For Arab states in the region, and especially for Saudi Arabia, this weird spectacle was an edifying one. If the Americans won’t side with Israel against Iran, what’s the chance they will side with us?

It was not that long ago that the United States presented itself to its allies as their shield against all actors who sought regional hegemony. The watchword of the alliance was collective defense.

These days, the United States depicts military deterrence against Iran as a slippery slope to war—on behalf of “ungrateful allies.” While this attitude is most prevalent among Democrats, President Donald Trump also failed to help Riyadh deter Iran after the attack on the Abqaiq refinery in September of 2019. Combined with his statements of intention to leave the Middle East, this abandonment of deterrence made Saudis wonder if the Republicans, too, weren’t aiming for a divorce.

But it is the Biden administration’s determination to resurrect the Iran nuclear deal that has most convinced Saudis that America is determined to dismantle the regional order that it created, no matter what demons it may unleash.

Seemingly nothing will deflect the White House from its goal. During the negotiations in Vienna, attacks from Iran have grown ever more brazen. Not even an attack by Iranian proxies on American forces in the Tanf region of Syria and repeated attacks on the American embassy in Iraq have deflected Biden from his goal of delivering hundreds of billions of dollars to the IRGC.

The incoherence of this policy is stunning, as is the scale of the human and economic destruction it has already caused over the course of the past decade.

In Riyadh, it is not forgotten that the Russian invasion of Ukraine in 2014 was followed swiftly by the rise of a Russian-Iranian alliance in Syria that leveled most of the major cities of that country and awarded Moscow with a military base on the Eastern Mediterranean – cementing Russia’s first foothold in the Middle East since the collapse of the Soviet Union.

When the Saudis protested Obama’s passivity, he told them they must “learn to share the region with Iran.” And it is not lost on America’s regional allies now that, even as Biden asks Saudi Arabia to raise oil production to help support the campaign against Russia over Ukraine, he is granting sanctions waivers to Russia so that it can continue to guarantee the nuclear deal with Iran that it helped broker — in part by husbanding Iran’s uranium reserves and protecting its underground nuclear facilities filled with illegal centrifuges spinning material for weapons.

Why should America’s regional allies help Washington contain Russia in Europe when Washington is strengthening Russia and Iran in the Middle East?

The guiding American assumption here, if there is one, is that the country’s old regional allies have little choice but to eat whatever is served to us for breakfast, and to eat it again for lunch. This assumption is arrogant and false.

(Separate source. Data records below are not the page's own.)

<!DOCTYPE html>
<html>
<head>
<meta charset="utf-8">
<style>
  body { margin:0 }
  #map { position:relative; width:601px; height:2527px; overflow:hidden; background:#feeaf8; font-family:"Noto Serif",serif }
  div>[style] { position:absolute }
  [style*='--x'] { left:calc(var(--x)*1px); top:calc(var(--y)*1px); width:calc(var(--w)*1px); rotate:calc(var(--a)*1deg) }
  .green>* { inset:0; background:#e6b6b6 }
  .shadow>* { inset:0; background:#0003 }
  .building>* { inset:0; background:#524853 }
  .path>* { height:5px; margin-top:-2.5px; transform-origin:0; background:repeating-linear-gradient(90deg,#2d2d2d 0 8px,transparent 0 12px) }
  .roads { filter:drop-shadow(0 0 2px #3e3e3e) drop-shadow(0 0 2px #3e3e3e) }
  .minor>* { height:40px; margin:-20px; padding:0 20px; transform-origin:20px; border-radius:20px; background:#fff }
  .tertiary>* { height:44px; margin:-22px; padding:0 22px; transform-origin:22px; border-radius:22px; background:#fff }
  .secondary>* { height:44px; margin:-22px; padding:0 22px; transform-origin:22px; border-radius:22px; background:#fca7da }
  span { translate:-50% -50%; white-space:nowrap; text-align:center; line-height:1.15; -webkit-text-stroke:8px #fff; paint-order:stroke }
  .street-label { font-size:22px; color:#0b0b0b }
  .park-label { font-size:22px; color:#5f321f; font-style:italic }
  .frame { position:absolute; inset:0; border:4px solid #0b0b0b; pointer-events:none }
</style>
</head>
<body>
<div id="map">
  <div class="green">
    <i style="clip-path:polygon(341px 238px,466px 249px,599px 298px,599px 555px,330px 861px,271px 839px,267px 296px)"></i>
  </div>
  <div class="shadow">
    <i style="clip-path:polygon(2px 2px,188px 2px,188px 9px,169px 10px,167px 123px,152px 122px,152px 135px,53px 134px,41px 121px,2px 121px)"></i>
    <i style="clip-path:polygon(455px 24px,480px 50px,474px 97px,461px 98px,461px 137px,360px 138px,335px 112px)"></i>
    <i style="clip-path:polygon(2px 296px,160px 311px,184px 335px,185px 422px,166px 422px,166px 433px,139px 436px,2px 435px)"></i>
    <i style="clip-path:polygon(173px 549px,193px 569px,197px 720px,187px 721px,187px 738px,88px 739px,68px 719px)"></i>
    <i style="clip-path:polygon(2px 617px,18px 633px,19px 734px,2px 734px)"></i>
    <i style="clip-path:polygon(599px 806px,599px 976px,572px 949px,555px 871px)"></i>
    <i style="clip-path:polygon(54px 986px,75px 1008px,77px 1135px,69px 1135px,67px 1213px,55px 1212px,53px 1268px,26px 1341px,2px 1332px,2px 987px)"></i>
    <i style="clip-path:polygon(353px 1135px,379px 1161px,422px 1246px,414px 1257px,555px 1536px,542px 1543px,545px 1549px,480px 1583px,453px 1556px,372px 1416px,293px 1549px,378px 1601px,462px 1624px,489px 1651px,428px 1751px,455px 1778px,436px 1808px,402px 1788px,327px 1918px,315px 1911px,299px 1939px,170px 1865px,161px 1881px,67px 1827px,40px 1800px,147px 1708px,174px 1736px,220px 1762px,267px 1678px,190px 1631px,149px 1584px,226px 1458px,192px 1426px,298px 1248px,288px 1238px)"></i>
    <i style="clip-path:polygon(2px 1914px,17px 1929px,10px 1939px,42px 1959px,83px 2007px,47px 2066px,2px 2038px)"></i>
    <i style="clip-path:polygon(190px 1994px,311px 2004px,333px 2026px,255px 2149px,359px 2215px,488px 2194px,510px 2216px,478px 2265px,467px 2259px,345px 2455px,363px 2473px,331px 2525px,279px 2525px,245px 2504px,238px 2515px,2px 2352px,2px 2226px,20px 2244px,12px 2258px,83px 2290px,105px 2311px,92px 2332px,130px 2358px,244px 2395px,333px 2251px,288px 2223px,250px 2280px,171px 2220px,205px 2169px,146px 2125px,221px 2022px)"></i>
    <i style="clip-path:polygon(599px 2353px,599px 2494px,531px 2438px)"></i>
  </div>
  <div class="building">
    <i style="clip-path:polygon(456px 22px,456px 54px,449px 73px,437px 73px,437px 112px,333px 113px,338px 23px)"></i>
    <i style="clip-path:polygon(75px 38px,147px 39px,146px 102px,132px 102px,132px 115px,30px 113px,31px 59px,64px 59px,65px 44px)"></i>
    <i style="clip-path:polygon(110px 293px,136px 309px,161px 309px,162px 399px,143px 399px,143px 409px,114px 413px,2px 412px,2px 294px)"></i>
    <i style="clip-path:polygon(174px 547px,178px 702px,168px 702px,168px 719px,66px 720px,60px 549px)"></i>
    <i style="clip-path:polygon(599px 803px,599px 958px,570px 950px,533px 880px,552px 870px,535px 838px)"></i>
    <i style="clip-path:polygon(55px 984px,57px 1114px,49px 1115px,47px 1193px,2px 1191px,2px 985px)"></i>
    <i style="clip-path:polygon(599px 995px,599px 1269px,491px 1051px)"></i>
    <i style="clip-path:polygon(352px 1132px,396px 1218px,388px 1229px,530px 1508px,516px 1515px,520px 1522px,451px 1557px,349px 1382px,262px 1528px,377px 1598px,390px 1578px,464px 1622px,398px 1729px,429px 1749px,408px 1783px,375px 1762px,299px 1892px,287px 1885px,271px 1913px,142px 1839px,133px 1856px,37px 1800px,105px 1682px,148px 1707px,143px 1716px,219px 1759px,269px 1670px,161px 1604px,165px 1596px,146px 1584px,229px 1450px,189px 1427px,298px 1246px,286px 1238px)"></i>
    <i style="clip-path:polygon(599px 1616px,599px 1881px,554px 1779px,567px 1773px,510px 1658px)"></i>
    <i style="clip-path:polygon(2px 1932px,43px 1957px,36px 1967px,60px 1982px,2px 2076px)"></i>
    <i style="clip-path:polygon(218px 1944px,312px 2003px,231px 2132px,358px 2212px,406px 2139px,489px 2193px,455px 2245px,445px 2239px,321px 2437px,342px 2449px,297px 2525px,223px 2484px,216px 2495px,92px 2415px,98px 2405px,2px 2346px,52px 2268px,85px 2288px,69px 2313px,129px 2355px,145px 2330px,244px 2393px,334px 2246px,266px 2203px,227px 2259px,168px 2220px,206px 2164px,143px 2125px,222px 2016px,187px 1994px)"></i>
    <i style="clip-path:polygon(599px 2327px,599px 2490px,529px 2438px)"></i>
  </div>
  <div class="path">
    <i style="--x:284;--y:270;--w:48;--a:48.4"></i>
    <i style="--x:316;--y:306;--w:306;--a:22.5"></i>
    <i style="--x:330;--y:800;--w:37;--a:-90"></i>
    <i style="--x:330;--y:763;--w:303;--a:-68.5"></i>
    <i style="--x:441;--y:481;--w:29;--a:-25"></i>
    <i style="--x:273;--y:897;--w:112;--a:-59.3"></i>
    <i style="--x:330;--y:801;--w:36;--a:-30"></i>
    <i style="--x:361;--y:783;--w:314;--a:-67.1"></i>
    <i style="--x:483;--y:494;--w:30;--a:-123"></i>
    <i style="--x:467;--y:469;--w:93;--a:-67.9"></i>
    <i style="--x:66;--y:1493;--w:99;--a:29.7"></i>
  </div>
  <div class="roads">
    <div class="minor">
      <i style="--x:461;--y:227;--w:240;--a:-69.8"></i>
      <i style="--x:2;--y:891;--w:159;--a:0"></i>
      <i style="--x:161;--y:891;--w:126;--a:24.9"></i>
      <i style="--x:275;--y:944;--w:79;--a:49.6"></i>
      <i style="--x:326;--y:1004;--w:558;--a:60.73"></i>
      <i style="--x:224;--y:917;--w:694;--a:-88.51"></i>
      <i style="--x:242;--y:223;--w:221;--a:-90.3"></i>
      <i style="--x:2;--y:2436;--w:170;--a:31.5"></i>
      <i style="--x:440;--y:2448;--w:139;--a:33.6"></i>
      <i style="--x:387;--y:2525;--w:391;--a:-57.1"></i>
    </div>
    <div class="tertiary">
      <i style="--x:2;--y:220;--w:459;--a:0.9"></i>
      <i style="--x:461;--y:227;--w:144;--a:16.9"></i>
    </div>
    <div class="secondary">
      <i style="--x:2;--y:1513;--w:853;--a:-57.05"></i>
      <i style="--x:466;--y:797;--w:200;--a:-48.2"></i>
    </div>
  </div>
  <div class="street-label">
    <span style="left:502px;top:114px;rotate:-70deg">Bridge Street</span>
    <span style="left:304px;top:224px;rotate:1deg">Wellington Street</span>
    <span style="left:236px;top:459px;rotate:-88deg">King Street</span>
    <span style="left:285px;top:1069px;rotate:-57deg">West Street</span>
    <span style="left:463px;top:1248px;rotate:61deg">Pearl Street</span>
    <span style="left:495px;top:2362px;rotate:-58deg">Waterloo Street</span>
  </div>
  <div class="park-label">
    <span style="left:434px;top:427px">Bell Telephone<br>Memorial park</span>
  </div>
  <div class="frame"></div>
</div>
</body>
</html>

While American policy is beset by baffling contradictions, Chinese policy is simple and straightforward. Beijing is offering Riyadh a simple deal: Sell us your oil and choose whatever military equipment you want from our catalogue; in return, help us to stabilize global energy markets. In other words, the Chinese are offering what increasingly appears modeled on the American-Saudi deal that stabilized the Middle East for 70 years.

What is not yet clear is whether the Chinese can be helpful in deterring Iran, or whether they share the American belief in “balance.” But Xi Jinping will visit Riyadh in May. It is a certainty that Saudi leaders will ask him if Iran’s rocketing of the oil facilities of the world’s most reliable oil producer is in the interest of China and, if not, can Beijing make stop?